▸ **Problem to work on**
Scan the records for the word "right". Copy each line that includes it.
[Extracted records Boundary: Start]
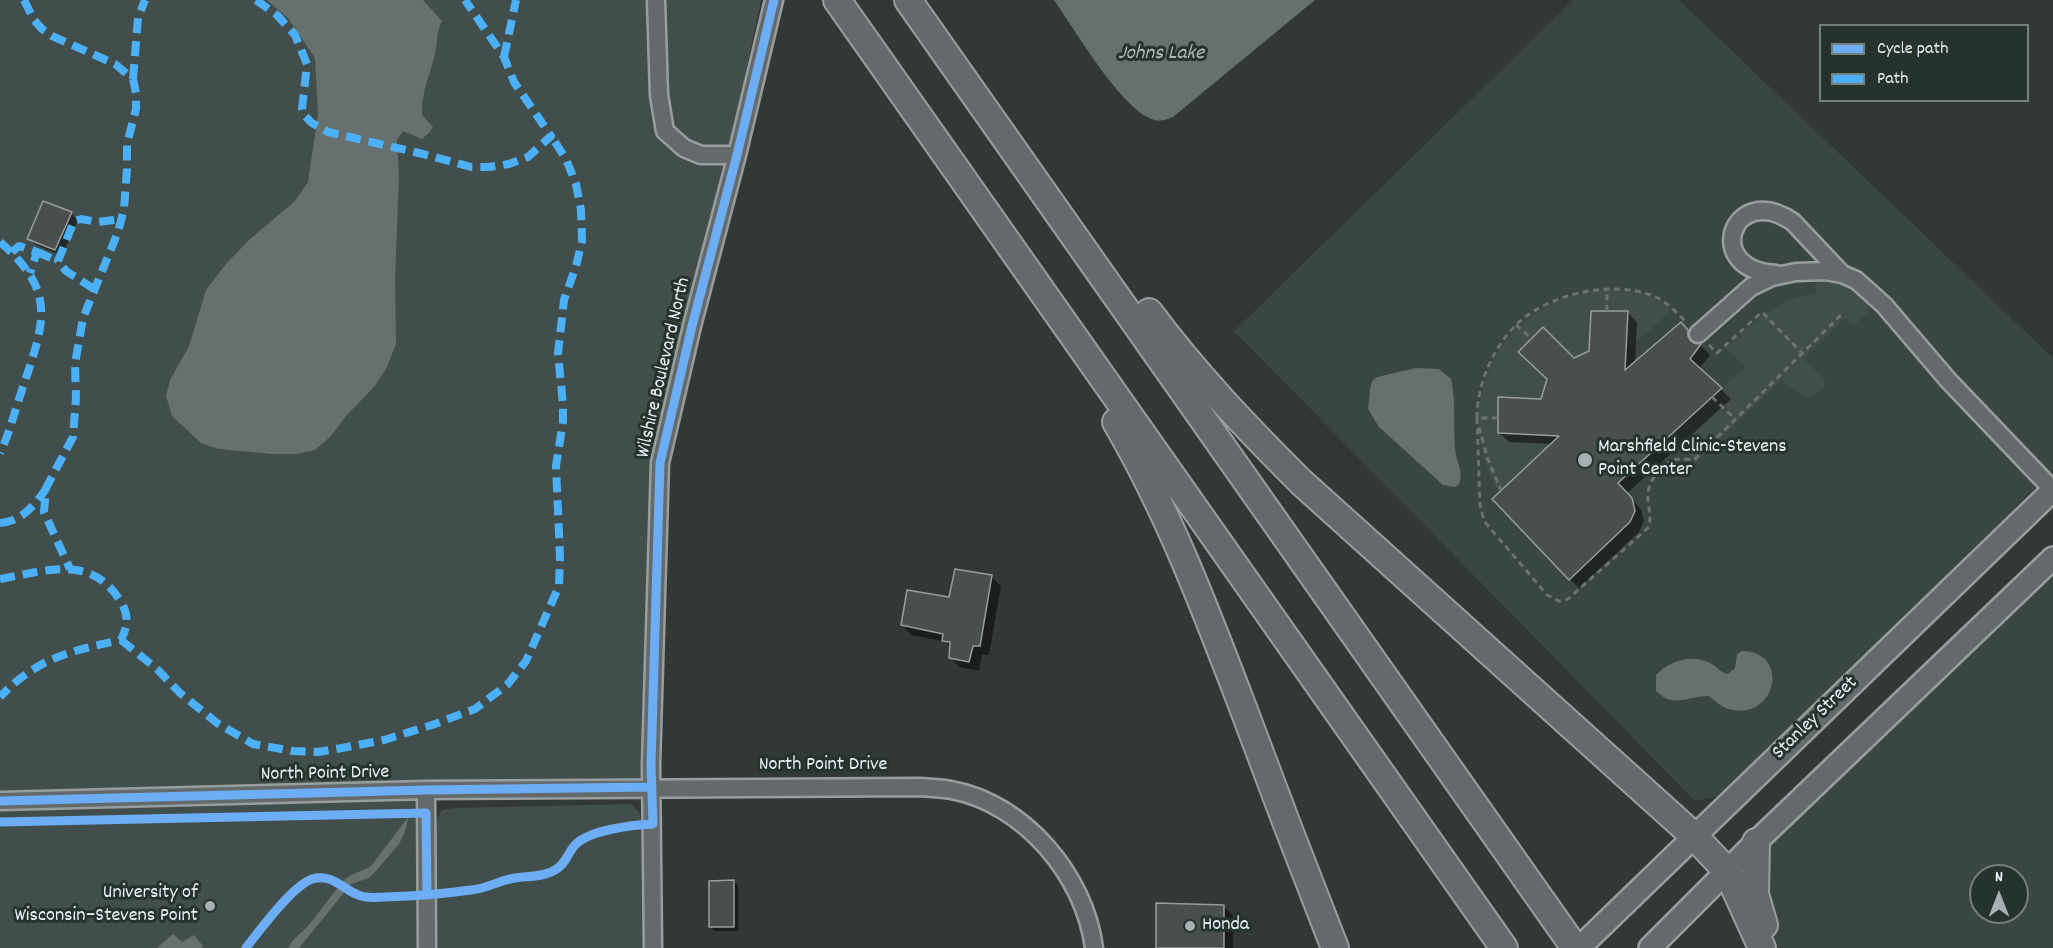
<!DOCTYPE html>
<meta charset="utf-8">
<style>
body{margin:0}
#map{position:relative;width:2053px;height:948px;overflow:hidden;background:#313835;font-family:Dekko,sans-serif}
canvas{display:block}
.legend{position:absolute;left:1819px;top:24px;width:210px;height:78px;box-sizing:border-box;background:#26332d;border:2px solid #747f7e;margin:0;padding:8px 10px;list-style:none;font-size:18px;color:#e8f1f8}
.legend li{display:flex;align-items:center;gap:12px;height:30px}
.legend b{width:30px;border:2px solid #747f7e}
.north{position:absolute;left:1969px;top:864px;width:60px;height:60px;box-sizing:border-box;background:#26332d;border:2px solid #747f7e;border-radius:50%;rotate:0deg;font-size:16px;font-weight:700;line-height:24px;text-align:center;color:#e8f1f8}
.north::after{content:'';display:block;margin:auto;width:21px;height:27px;background:#a8b0b4;clip-path:polygon(50% 0,100% 100%,50% 72%,0 100%)}
</style>
<div id="map">
<canvas width="2053" height="948"></canvas>
<ul class="legend">
<li><b style="height:8px;background:#6dadf4"></b>Cycle path</li>
<li><b style="height:8px;background:#4cb0f7"></b>Path</li>
</ul>
<div class="north">N</div>
</div>
<script>
const context = document.querySelector('canvas').getContext('2d');
context.lineJoin = 'round';
function fill(path, color) { context.fillStyle = color; context.fill(path, 'evenodd'); }
function trace(path, color, width, dash) { context.strokeStyle = color; context.lineWidth = width; context.lineCap = dash ? 'butt' : 'round'; context.setLineDash(dash || []); context.stroke(path); }
function drawText(font, color, halo, rows, align = 'center') {
  context.font = font + ' Dekko,sans-serif'; context.lineWidth = 6; context.setLineDash([]); context.textBaseline = 'middle'; context.strokeStyle = halo; context.fillStyle = color; for (const [text, x, y, turn = 0] of rows) {
    context.save(); context.translate(x, y); context.rotate((+turn || 0) * Math.PI / 180); context.textAlign = isNaN(turn) ? turn : align; if (halo) context.strokeText(text, 0, 0); context.fillText(text, 0, 0); context.restore();
  }
}
fill(new Path2D(`
 M1573,0H1679L2053,358V471L2017,505L2000,534L1718,796L1695,801L1234,331Z
 M2053,558V948H1762L1727,871ZM1981,876H2017V912H1981Z`), '#3a4641');
fill(new Path2D(`
 M0,0H761L692,326L664,444L651,787L426,790L427,948H0Z
 M1815,281C1836,281 1858,287 1869,306L1867,313L1854,325L1845,318L1803,359L1825,381V385L1809,399L1781,380L1696,462L1669,437L1745,367L1726,348C1755,322 1776,299 1816,293Z
 M1607,289C1631,290 1655,292 1672,309L1626,352L1628,311H1591L1589,351L1574,358L1518,352L1547,379L1541,399L1498,397V433L1540,435L1547,448L1499,493C1446,401 1503,297 1607,289Z
 M629,804L632,805L640,813L643,835L645,948H432C432,916 424,834 442,810L454,808Z`), '#424e4b');
fill(new Path2D(`
 M267,0H423L442,21C436,32 438,42 435,54C430,75 421,93 422,115L433,127L429,133L422,139L403,131L397,140L399,176L395,279L396,344L386,369L374,387L346,416L331,436L315,450L297,454H272L219,449L201,443L172,416L166,396L170,380L189,346L206,290L226,264L249,240L295,201L308,182L318,114L315,58L288,18Z
 M1054,0H1315L1173,117C1168,119 1160,122 1155,120C1123,113 1074,28 1054,0Z
 M1416,368L1439,369L1451,379C1457,404 1452,430 1456,456C1458,463 1462,472 1460,480C1459,485 1459,484 1455,487L1443,485L1379,427L1368,409L1370,390L1372,381L1377,377Z
 M1742,651C1791,651 1777,722 1729,709C1720,707 1716,701 1709,696C1687,696 1674,709 1656,691V675C1670,660 1693,653 1712,664C1718,668 1721,673 1728,674L1735,668L1737,654Z
 M409,816L404,834L399,844L376,871L369,878L351,884L299,948H288L293,940L308,926L343,881C351,873 362,872 371,866Z
 M173,934L182,942L194,935L203,946L202,948H157Z`), '#66716f');
fill(new Path2D(`
 M71,213L78,220L62,256L36,245L28,238Z
 M1628,313L1637,322L1635,363L1681,324L1697,341V344L1701,346L1710,355L1699,369L1731,399L1626,494L1641,509L1644,521L1639,532L1579,588L1570,579L1553,444L1509,442L1499,433L1542,401L1573,360L1591,352Z
 M991,577L1001,586L989,655H982L979,671L960,667L950,657L951,647L946,642L912,635L902,625Z
 M734,881L738,886V931H714L710,926Z
 M1223,906L1233,916V948H1158Z`), '#0007');
const building = new Path2D(`
 M43,201L72,212L55,250L27,239Z
 M1591,311H1628L1625,370L1681,322L1688,330V336L1691,341L1701,344L1690,359L1722,388L1618,483L1632,498L1635,511L1630,522L1569,580L1492,499L1559,436L1498,433V397L1541,399L1547,379L1518,352L1543,327L1574,358L1589,351Z
 M955,569L992,575L980,646H973L969,662L949,658L950,642L942,641L943,634L901,625L907,590L949,597Z
 M734,880V927H709V881Z
 M1156,903L1224,905V948H1156Z`);
fill(building, '#494f4d');
trace(building, '#989d9e', 1.5);
const minor = new Path2D(`
 M656,0L659,95L665,131L684,148L701,155H737
 M1777,274C1701,271 1732,180 1793,222L1842,274
 M1698,334L1751,287L1772,277L1796,272L1825,271L1842,274L1856,280L1884,305L1948,380L2053,490
 M426,790L427,948
 M0,801L426,790L919,787C930,788 941,788 951,790C1024,803 1085,876 1094,948
 M653,948L651,765L660,463L692,326L737,155L774,0`);
const major = new Path2D(`
 M1579,948L2053,490
 M1650,948L1756,842L2053,558`);
const highway = new Path2D(`
 M837,0L1504,948
 M908,0L1575,948
 M1149,312C1195,374 1247,428 1301,482L1694,836L1727,871L1762,948
 M1116,422C1168,511 1205,608 1242,705C1272,786 1303,867 1335,948
 M1756,842L1755,894L1764,925`);
trace(minor, '#989d9e', 21);
trace(major, '#989d9e', 26);
trace(highway, '#989d9e', 30);
trace(new Path2D(`
 M1607,311V289
 M1516,325L1532,339
 M1709,345L1717,353L1762,312L1801,352
 M1712,397L1735,419
 M1477,418C1477,384 1493,347 1518,323C1551,293 1614,279 1656,297C1668,303 1678,314 1687,323
 M1498,418H1477L1480,505L1484,521L1547,595L1559,601L1568,599L1649,527C1652,515 1647,505 1648,493C1649,480 1662,464 1674,460C1680,458 1688,459 1694,460L1841,315
 M1479,427L1488,460L1501,490`), '#6d7170', 3, [6, 4.5]);
trace(minor, '#646a6b', 16);
trace(major, '#646a6b', 21);
trace(highway, '#646a6b', 26);
trace(new Path2D(`
 M24,0L34,20L42,29L52,36L115,64L133,79L136,93V109L127,144V169L124,209L118,232L83,318L75,364L76,398L73,437L46,488L44,512L70,569
 M256,0L277,15L295,35L307,64L302,109L304,115L312,123L328,132L423,154L471,167H489L509,164L528,157L551,136L514,82L504,57L465,0
 M504,57L516,0
 M133,79L138,18L145,0
 M0,242C58,292 44,323 23,387C15,410 10,432 0,453
 M12,252L19,246L37,252L30,273
 M37,252L58,261
 M94,289L66,271L58,261L74,221L81,219L98,222L122,219
 M0,523C23,521 34,505 46,489
 M0,579C46,571 91,553 121,602C129,615 128,626 121,640C70,651 37,658 0,697
 M121,640L157,669L180,693L217,723L253,744L293,751L318,752L342,748L384,740L432,725L475,709L508,684L526,661L559,586L560,557L556,466L563,422V405L558,353L564,300L576,266L582,241L581,210L576,184L566,159L551,136`), '#4cb0f7', 8, [15, 8]);
trace(new Path2D(`
 M0,801L426,790L651,787
 M0,822L426,813L427,895
 M246,948C259,931 292,886 312,879C335,872 346,895 366,897C372,898 379,897 385,897C414,896 442,894 471,890C486,889 500,880 515,878C528,876 544,877 555,870C566,864 567,854 575,845C589,830 632,825 653,824L651,765L660,463L692,326L737,155L774,0`), '#6dadf4', 9);
for (const [x, y, r, color] of [
 [1585,460,8,"#a8b0b4"],
 [210,906,6,"#a8b0b4"],
 [1190,926,6,"#a8b0b4"]
]) { const dot = new Path2D(); dot.arc(x, y, r, 0, 2 * Math.PI); context.fillStyle = color; context.fill(dot); trace(dot, '#26332d', 2); }
drawText('20px', '#e8f1f8', '#26332d', [
 ["Wilshire Boulevard North",665,368,-77],
 ["Stanley Street",1816,719,-44],
 ["North Point Drive",823,766],
 ["North Point Drive",325,775,-1]
]);
drawText('20px', '#e8f1f8', '#26332d', [
 ["Marshfield Clinic-Stevens",1598,448],
 ["Point Center",1598,471],
 ["University of",198,894,"right"],
 ["Wisconsin–Stevens Point",198,917,"right"],
 ["Honda",1202,926]
], 'left');
drawText('italic 21px', '#b0babd', '#26332d', [
 ["Johns Lake",1161,55]
]);
</script>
[Extracted records Boundary: End]
▸ **Task response**
 ["University of",198,894,"right"],
 ["Wisconsin–Stevens Point",198,917,"right"],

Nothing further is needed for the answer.